==== Dataset entries ====
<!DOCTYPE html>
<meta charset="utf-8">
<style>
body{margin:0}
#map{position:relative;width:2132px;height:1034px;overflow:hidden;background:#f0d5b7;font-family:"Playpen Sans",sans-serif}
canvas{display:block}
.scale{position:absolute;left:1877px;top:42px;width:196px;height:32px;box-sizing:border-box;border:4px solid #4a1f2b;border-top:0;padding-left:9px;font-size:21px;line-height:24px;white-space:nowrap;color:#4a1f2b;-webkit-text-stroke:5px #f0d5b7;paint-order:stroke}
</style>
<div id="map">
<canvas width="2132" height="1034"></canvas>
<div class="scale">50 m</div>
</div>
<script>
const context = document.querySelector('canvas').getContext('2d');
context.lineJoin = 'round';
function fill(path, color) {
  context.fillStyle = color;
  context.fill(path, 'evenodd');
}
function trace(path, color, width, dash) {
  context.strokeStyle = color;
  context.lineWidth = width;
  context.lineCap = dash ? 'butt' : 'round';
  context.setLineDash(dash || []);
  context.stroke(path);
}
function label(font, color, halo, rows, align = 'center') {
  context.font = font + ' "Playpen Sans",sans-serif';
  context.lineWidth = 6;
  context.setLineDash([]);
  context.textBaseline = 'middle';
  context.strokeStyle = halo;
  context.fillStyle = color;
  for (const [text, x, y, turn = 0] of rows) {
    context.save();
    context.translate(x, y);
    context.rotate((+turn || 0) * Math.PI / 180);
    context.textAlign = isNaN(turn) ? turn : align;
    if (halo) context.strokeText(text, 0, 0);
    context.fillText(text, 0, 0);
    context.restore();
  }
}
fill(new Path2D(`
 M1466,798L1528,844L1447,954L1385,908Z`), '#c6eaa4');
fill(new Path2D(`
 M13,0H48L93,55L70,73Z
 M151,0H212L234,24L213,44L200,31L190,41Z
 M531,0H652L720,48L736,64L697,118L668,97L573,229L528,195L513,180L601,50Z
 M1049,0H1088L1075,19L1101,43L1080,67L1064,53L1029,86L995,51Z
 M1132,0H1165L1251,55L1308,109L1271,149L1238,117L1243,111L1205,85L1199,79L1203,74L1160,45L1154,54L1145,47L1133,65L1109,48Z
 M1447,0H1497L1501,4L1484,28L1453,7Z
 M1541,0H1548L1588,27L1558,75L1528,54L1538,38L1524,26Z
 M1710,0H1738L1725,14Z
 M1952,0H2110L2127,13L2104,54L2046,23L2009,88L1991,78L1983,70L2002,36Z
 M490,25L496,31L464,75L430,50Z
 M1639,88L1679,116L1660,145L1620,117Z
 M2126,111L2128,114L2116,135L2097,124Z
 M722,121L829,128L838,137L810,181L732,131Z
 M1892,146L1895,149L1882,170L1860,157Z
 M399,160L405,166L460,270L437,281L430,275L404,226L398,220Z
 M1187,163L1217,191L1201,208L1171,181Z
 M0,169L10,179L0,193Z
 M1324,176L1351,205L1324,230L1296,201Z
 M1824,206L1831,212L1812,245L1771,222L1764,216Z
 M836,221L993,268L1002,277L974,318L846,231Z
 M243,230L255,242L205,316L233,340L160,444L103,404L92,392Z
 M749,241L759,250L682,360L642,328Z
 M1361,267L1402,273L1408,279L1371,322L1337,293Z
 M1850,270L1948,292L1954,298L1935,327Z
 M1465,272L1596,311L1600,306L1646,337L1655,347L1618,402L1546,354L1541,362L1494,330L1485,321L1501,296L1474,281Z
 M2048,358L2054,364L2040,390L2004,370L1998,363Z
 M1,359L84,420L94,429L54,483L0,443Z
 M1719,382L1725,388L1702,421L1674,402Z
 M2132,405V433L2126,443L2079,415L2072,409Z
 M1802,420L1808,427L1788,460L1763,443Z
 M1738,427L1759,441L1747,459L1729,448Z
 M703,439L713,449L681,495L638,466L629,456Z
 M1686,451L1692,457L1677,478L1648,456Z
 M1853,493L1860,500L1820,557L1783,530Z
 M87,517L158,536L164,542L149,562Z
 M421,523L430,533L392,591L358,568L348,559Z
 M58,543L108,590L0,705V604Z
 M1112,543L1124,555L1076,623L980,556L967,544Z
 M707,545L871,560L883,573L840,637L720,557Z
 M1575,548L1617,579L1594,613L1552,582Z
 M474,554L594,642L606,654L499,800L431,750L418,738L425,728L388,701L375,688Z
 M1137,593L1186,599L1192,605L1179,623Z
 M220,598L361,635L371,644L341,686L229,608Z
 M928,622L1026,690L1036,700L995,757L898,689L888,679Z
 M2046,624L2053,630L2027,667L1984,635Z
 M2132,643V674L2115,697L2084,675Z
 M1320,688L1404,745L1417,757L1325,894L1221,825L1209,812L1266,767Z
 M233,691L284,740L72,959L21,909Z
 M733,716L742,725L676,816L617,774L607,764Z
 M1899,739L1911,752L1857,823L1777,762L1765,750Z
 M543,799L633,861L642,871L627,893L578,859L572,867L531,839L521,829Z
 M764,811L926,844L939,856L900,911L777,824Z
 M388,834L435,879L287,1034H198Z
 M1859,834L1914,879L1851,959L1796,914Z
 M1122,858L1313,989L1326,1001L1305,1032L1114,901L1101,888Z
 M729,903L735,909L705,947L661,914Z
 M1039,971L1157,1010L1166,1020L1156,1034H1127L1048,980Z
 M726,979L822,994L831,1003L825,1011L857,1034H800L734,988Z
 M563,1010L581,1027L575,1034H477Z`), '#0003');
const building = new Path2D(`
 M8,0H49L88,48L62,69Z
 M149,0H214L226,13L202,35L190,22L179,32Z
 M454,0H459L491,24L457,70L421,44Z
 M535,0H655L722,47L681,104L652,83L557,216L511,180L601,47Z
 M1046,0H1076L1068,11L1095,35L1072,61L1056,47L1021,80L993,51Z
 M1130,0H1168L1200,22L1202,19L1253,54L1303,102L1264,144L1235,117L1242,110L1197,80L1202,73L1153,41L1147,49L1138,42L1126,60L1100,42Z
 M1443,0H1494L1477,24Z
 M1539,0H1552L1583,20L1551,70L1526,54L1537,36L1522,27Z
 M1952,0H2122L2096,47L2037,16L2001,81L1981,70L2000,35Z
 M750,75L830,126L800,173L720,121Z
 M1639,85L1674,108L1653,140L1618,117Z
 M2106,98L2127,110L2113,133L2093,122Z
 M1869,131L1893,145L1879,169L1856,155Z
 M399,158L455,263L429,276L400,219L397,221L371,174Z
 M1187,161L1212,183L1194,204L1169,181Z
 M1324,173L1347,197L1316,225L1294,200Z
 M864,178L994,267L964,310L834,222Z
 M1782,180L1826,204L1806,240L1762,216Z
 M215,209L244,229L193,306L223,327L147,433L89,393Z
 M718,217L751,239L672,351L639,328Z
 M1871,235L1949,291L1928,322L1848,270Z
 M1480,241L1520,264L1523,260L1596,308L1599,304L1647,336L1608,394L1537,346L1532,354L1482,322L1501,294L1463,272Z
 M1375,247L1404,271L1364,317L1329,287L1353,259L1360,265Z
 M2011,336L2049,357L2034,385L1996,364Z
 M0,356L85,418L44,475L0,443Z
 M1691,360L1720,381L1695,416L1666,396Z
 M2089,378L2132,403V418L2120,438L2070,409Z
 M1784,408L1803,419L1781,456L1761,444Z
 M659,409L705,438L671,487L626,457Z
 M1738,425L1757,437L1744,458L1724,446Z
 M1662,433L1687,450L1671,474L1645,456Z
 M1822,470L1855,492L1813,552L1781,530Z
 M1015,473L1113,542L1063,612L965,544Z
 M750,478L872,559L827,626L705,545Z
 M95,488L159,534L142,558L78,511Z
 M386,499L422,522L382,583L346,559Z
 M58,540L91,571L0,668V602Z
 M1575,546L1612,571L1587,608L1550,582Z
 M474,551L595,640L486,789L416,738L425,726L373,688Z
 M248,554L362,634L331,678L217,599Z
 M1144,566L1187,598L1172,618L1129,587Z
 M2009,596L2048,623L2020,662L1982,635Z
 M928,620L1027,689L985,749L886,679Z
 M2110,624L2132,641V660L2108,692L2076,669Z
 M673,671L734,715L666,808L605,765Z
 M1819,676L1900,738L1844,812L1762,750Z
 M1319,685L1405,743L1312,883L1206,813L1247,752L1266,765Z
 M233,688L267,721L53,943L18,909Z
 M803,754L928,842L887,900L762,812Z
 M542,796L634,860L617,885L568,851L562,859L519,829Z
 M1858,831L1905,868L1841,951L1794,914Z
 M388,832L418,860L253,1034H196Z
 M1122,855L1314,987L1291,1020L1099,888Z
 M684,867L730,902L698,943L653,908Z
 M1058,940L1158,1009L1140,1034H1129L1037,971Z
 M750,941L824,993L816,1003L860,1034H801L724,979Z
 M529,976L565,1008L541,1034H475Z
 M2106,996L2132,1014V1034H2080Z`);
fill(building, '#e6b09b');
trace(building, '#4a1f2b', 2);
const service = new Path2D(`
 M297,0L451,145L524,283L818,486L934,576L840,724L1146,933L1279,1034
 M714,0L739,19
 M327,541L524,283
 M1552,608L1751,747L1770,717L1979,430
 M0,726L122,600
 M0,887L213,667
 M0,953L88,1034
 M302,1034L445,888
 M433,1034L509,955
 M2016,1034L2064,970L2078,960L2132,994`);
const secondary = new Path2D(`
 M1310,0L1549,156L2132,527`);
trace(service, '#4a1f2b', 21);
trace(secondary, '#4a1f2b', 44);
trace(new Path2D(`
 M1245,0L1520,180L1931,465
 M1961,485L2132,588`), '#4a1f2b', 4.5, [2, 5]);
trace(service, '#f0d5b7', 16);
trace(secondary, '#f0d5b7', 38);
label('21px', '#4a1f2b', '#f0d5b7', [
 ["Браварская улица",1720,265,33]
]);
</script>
====
Problem to solve.
State how many lines in the records contain the string "const". Give the number with no words around it.

Written reply.
5